* [EXERCISE] Set the listing down exactly; no pictures.

* [LISTED RECORDS]
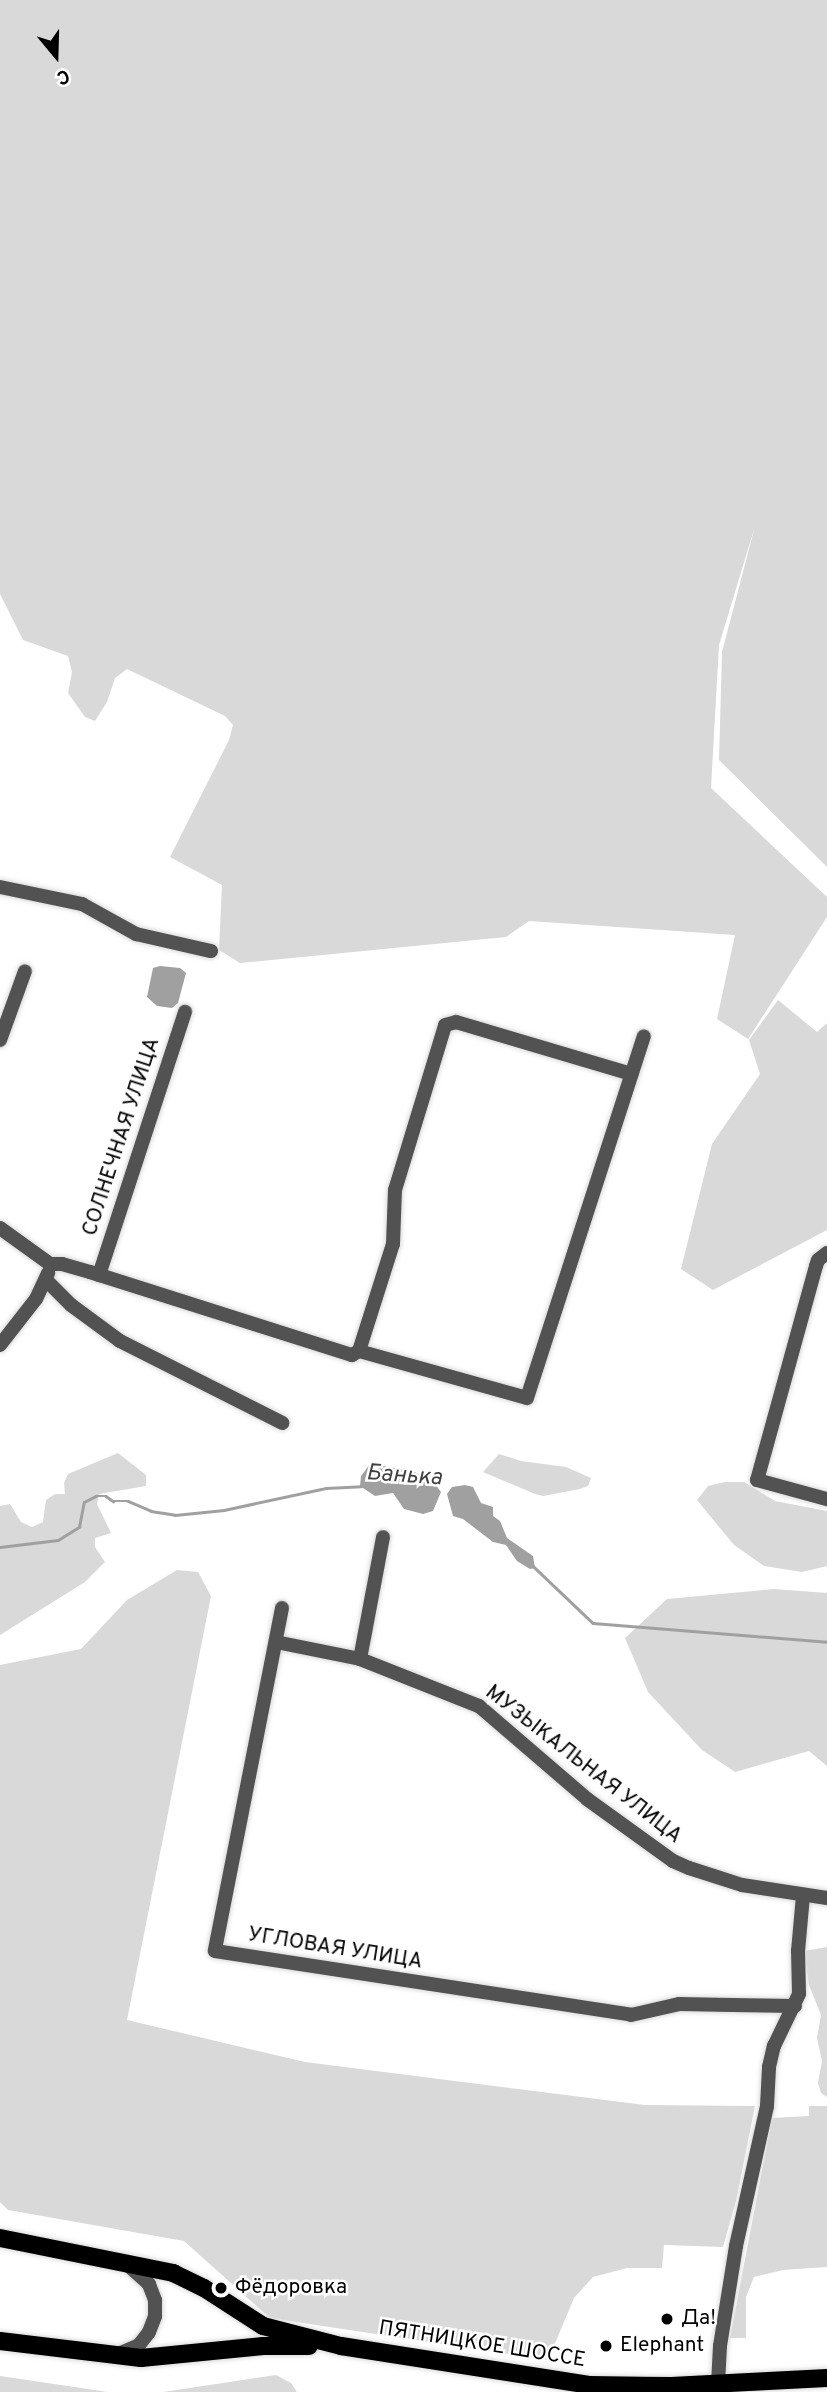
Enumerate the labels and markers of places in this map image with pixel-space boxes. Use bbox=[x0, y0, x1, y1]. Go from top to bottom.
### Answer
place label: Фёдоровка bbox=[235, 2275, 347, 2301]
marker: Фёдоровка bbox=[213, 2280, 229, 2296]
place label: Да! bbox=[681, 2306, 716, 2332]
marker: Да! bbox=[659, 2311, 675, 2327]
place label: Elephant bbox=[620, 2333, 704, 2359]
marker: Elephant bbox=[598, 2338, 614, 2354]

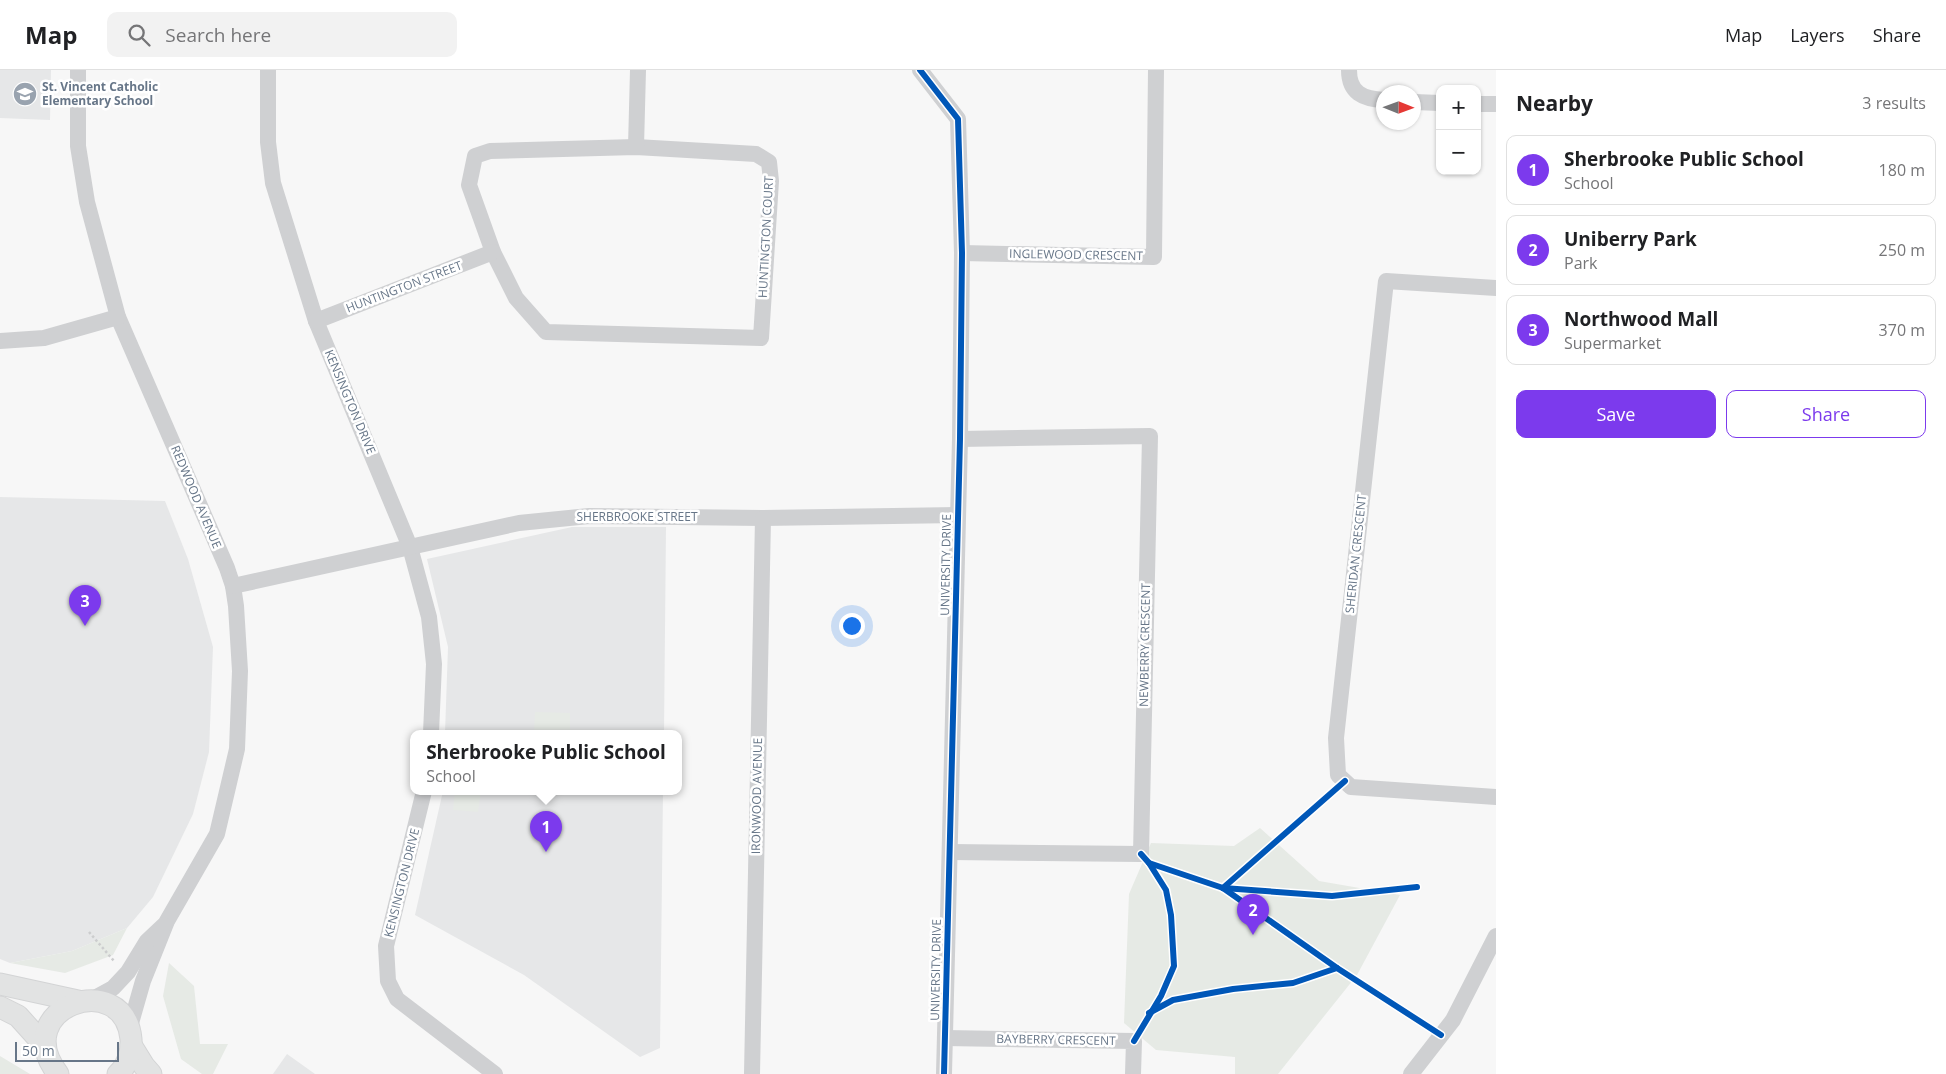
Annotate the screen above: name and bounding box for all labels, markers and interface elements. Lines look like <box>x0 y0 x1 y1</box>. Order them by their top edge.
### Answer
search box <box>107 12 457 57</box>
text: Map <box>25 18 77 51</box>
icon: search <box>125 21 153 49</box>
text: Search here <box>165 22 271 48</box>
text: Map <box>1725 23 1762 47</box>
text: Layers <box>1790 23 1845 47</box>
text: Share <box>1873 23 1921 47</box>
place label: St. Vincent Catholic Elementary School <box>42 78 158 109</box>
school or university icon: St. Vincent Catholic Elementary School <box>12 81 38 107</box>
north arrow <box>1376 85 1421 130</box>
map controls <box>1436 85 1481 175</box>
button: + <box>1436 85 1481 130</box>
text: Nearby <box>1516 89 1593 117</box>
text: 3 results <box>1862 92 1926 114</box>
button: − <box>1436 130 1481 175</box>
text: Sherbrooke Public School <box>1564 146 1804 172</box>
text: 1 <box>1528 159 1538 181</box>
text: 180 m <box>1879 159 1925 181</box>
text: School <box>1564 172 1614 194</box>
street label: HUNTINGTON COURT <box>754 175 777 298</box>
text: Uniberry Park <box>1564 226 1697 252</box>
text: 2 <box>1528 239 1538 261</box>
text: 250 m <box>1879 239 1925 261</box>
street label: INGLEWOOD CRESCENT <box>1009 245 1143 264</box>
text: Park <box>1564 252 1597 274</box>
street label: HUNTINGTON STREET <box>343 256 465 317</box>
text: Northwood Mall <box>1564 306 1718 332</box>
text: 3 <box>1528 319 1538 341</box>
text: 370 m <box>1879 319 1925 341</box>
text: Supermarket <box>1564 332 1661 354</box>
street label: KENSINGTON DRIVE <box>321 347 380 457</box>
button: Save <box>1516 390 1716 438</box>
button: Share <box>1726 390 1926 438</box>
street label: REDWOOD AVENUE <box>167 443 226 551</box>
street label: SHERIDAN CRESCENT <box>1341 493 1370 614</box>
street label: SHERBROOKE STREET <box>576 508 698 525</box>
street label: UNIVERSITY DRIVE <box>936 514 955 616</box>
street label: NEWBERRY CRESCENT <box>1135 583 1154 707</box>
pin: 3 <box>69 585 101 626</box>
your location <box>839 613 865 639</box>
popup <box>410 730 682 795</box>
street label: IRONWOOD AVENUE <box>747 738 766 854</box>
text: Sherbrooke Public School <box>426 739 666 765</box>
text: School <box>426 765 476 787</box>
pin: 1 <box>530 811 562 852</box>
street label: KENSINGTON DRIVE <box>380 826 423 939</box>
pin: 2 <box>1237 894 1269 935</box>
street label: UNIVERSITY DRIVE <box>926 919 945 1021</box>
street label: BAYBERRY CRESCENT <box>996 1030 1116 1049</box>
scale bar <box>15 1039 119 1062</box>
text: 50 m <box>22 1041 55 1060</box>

* [YOUR SOLUTION]
Enumerate the labels and markers of places in this map image with pixel-space boxes. Use bbox=[x0, y0, x1, y1]. Go from top to bottom.
### Answer
place label: Фёдоровка bbox=[235, 2275, 347, 2301]
marker: Фёдоровка bbox=[213, 2280, 229, 2296]
place label: Да! bbox=[681, 2306, 716, 2332]
marker: Да! bbox=[659, 2311, 675, 2327]
place label: Elephant bbox=[620, 2333, 704, 2359]
marker: Elephant bbox=[598, 2338, 614, 2354]

Annotate the screen above: name and bounding box for all labels, markers and interface elements. Lines look like <box>x0 y0 x1 y1</box>. Order them by their top edge.
### Answer
search box <box>107 12 457 57</box>
text: Map <box>25 18 77 51</box>
icon: search <box>125 21 153 49</box>
text: Search here <box>165 22 271 48</box>
text: Map <box>1725 23 1762 47</box>
text: Layers <box>1790 23 1845 47</box>
text: Share <box>1873 23 1921 47</box>
place label: St. Vincent Catholic Elementary School <box>42 78 158 109</box>
school or university icon: St. Vincent Catholic Elementary School <box>12 81 38 107</box>
north arrow <box>1376 85 1421 130</box>
map controls <box>1436 85 1481 175</box>
button: + <box>1436 85 1481 130</box>
text: Nearby <box>1516 89 1593 117</box>
text: 3 results <box>1862 92 1926 114</box>
button: − <box>1436 130 1481 175</box>
text: Sherbrooke Public School <box>1564 146 1804 172</box>
text: 1 <box>1528 159 1538 181</box>
text: 180 m <box>1879 159 1925 181</box>
text: School <box>1564 172 1614 194</box>
street label: HUNTINGTON COURT <box>754 175 777 298</box>
text: Uniberry Park <box>1564 226 1697 252</box>
text: 2 <box>1528 239 1538 261</box>
text: 250 m <box>1879 239 1925 261</box>
street label: INGLEWOOD CRESCENT <box>1009 245 1143 264</box>
text: Park <box>1564 252 1597 274</box>
street label: HUNTINGTON STREET <box>343 256 465 317</box>
text: Northwood Mall <box>1564 306 1718 332</box>
text: 3 <box>1528 319 1538 341</box>
text: 370 m <box>1879 319 1925 341</box>
text: Supermarket <box>1564 332 1661 354</box>
street label: KENSINGTON DRIVE <box>321 347 380 457</box>
button: Save <box>1516 390 1716 438</box>
button: Share <box>1726 390 1926 438</box>
street label: REDWOOD AVENUE <box>167 443 226 551</box>
street label: SHERIDAN CRESCENT <box>1341 493 1370 614</box>
street label: SHERBROOKE STREET <box>576 508 698 525</box>
street label: UNIVERSITY DRIVE <box>936 514 955 616</box>
street label: NEWBERRY CRESCENT <box>1135 583 1154 707</box>
pin: 3 <box>69 585 101 626</box>
your location <box>839 613 865 639</box>
popup <box>410 730 682 795</box>
street label: IRONWOOD AVENUE <box>747 738 766 854</box>
text: Sherbrooke Public School <box>426 739 666 765</box>
text: School <box>426 765 476 787</box>
pin: 1 <box>530 811 562 852</box>
street label: KENSINGTON DRIVE <box>380 826 423 939</box>
pin: 2 <box>1237 894 1269 935</box>
street label: UNIVERSITY DRIVE <box>926 919 945 1021</box>
street label: BAYBERRY CRESCENT <box>996 1030 1116 1049</box>
scale bar <box>15 1039 119 1062</box>
text: 50 m <box>22 1041 55 1060</box>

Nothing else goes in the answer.